Data to process
-=-=-

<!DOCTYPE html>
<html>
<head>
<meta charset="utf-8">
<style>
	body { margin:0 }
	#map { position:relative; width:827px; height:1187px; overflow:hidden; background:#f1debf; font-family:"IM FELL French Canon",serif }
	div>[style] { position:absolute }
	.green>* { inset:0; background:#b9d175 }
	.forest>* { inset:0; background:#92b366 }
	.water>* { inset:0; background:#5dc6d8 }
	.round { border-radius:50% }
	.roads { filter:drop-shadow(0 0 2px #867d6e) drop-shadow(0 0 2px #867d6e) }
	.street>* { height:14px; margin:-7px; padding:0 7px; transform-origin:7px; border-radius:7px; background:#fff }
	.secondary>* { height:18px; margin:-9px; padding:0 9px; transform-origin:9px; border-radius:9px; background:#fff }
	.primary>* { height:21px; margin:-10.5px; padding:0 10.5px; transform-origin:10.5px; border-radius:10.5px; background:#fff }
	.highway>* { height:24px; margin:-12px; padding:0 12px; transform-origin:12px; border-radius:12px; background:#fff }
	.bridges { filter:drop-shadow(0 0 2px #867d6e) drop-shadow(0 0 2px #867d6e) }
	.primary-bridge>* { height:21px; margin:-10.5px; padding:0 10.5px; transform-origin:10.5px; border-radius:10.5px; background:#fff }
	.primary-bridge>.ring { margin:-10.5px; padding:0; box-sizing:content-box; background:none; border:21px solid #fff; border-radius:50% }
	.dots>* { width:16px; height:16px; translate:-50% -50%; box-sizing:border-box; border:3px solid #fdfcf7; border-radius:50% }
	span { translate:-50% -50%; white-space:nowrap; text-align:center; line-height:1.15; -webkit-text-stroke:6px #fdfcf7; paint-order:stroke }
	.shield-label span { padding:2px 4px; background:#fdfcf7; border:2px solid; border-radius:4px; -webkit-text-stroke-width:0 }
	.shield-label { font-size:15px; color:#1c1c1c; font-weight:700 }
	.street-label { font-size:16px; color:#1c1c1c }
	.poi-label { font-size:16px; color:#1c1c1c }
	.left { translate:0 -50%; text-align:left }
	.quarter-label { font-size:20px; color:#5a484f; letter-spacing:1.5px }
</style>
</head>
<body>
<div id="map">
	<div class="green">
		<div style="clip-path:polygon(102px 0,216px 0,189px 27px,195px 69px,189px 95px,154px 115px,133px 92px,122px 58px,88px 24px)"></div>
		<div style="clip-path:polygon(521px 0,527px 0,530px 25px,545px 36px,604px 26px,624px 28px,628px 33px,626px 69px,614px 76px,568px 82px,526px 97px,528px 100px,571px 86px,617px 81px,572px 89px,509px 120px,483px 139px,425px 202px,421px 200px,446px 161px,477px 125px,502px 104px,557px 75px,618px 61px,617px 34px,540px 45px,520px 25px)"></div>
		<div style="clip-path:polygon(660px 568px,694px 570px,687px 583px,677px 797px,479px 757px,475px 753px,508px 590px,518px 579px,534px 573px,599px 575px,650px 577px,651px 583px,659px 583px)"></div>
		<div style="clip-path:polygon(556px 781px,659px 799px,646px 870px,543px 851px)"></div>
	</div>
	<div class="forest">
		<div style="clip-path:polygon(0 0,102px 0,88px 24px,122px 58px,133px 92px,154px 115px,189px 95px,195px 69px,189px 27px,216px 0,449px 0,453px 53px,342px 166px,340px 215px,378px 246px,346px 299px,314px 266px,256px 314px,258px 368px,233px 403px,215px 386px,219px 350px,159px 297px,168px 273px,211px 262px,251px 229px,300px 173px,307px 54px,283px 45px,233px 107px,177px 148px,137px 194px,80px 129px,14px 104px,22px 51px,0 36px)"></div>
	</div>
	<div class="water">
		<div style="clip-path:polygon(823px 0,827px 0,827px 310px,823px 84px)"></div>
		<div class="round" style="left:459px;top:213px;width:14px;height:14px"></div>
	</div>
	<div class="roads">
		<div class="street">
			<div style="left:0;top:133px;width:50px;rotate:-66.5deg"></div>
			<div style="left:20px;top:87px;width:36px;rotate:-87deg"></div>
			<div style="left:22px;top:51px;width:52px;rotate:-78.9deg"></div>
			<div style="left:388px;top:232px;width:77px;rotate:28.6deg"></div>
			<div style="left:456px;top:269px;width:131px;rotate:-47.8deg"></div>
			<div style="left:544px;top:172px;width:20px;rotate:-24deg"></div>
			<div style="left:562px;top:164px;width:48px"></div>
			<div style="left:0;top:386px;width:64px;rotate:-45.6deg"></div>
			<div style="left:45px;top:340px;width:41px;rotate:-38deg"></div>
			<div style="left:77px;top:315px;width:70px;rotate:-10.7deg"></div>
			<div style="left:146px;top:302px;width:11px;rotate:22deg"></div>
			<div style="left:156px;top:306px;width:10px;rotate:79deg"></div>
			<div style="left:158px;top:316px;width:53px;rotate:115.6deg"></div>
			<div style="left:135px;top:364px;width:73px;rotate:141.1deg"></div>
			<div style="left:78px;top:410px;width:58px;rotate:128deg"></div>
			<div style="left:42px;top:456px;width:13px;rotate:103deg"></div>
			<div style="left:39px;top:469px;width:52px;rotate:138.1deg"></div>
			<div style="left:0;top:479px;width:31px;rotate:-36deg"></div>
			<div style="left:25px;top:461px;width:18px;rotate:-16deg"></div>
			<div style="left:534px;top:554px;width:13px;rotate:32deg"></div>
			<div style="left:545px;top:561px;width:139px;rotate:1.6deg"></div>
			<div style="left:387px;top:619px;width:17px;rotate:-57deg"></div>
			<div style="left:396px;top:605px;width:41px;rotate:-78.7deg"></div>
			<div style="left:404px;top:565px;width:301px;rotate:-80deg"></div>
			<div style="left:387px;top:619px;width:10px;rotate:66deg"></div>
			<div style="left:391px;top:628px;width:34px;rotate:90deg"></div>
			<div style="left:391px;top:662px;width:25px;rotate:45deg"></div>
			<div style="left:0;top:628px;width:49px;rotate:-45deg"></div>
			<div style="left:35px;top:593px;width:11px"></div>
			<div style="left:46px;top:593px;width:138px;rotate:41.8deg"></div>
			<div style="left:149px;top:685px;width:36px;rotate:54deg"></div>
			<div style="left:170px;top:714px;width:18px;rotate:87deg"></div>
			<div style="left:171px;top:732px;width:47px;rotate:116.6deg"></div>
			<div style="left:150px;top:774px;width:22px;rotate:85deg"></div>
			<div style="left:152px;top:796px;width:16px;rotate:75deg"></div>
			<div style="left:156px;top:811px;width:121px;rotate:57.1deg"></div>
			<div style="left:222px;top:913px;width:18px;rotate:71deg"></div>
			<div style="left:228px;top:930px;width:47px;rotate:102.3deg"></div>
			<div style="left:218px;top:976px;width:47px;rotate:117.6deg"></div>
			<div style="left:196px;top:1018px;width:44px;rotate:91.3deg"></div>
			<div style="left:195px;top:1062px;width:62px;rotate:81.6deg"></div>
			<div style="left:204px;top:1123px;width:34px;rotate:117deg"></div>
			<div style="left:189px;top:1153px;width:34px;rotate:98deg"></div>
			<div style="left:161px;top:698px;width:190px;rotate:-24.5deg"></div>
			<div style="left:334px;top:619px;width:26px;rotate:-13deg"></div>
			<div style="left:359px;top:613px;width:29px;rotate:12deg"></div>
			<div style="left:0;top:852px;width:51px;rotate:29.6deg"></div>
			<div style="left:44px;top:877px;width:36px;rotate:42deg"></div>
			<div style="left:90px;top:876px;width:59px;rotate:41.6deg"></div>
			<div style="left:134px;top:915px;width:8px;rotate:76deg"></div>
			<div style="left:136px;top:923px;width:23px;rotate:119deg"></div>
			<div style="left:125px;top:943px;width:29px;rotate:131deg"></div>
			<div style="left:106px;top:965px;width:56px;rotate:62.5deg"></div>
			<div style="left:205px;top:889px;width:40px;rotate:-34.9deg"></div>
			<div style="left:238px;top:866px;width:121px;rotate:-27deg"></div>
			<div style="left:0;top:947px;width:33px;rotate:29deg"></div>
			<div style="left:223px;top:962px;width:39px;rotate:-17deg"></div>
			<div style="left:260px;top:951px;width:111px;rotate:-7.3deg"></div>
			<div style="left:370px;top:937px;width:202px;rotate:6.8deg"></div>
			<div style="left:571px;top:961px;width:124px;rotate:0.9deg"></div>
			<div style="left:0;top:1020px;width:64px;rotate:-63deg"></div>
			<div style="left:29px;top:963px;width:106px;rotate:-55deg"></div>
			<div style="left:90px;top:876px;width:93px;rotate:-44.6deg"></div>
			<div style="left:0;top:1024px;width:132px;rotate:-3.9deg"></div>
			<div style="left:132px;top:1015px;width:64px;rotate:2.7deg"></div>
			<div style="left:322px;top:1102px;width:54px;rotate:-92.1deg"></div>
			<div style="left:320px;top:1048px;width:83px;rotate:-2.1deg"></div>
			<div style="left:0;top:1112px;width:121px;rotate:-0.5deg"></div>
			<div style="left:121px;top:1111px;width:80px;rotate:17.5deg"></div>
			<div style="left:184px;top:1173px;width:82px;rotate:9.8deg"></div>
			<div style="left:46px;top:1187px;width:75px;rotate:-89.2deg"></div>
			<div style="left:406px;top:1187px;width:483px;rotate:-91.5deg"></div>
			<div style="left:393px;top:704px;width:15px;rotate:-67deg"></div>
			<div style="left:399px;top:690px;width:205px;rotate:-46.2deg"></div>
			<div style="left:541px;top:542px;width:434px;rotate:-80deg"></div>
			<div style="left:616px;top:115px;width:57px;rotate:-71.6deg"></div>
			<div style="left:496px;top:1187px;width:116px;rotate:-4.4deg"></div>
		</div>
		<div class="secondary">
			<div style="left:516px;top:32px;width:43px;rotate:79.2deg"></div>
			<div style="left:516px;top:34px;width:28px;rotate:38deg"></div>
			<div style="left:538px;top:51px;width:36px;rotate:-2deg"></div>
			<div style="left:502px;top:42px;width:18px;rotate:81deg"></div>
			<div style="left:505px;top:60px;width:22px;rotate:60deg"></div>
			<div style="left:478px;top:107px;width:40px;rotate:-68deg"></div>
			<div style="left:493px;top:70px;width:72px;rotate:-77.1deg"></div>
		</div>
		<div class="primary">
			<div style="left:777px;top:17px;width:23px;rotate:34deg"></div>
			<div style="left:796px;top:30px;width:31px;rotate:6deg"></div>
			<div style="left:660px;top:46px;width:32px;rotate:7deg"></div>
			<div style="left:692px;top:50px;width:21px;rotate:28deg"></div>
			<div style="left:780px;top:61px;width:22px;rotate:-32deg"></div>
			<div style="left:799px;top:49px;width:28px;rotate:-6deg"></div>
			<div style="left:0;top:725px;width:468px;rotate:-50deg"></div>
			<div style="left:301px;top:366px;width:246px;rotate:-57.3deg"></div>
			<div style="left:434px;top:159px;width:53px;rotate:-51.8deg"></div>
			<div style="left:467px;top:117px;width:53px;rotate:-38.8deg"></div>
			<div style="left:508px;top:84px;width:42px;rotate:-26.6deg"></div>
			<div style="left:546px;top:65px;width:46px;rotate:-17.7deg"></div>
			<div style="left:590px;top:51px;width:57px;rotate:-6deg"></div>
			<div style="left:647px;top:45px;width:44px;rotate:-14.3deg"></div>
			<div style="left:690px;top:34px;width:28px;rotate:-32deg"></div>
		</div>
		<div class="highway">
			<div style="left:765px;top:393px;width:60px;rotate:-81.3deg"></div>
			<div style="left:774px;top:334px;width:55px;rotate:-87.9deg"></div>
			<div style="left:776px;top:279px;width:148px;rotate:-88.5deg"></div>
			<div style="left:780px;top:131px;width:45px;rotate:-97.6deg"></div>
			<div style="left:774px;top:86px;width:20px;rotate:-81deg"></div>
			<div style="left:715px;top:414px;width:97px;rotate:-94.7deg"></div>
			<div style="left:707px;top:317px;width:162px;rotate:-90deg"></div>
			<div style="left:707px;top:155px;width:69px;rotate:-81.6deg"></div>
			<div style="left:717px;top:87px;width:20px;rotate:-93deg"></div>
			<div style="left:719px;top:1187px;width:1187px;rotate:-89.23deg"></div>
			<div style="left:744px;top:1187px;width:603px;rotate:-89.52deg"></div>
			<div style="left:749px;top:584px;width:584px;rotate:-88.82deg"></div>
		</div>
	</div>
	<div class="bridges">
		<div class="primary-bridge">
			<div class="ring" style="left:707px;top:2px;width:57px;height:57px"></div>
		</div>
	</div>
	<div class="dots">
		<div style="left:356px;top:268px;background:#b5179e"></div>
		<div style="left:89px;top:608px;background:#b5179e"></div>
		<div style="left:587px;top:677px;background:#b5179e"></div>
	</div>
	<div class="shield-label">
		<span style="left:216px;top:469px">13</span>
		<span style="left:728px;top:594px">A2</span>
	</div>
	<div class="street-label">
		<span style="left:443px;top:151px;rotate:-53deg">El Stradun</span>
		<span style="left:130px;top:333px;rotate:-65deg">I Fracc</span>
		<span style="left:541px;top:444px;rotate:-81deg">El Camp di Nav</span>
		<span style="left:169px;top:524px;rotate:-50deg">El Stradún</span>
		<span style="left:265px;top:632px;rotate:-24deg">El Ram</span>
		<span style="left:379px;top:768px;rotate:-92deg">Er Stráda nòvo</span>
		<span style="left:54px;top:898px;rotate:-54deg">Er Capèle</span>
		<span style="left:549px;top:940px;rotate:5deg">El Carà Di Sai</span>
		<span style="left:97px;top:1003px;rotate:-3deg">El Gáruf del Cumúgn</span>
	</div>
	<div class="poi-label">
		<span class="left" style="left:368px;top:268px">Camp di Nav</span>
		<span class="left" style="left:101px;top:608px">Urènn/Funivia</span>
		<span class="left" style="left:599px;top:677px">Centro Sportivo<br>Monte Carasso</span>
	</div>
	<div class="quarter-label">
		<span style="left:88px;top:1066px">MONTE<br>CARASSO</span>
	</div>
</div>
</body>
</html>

-=-=-

Task item
Copy each line from the entries above that has the word "drop" in it.

Solution for this task
	.roads { filter:drop-shadow(0 0 2px #867d6e) drop-shadow(0 0 2px #867d6e) }
	.bridges { filter:drop-shadow(0 0 2px #867d6e) drop-shadow(0 0 2px #867d6e) }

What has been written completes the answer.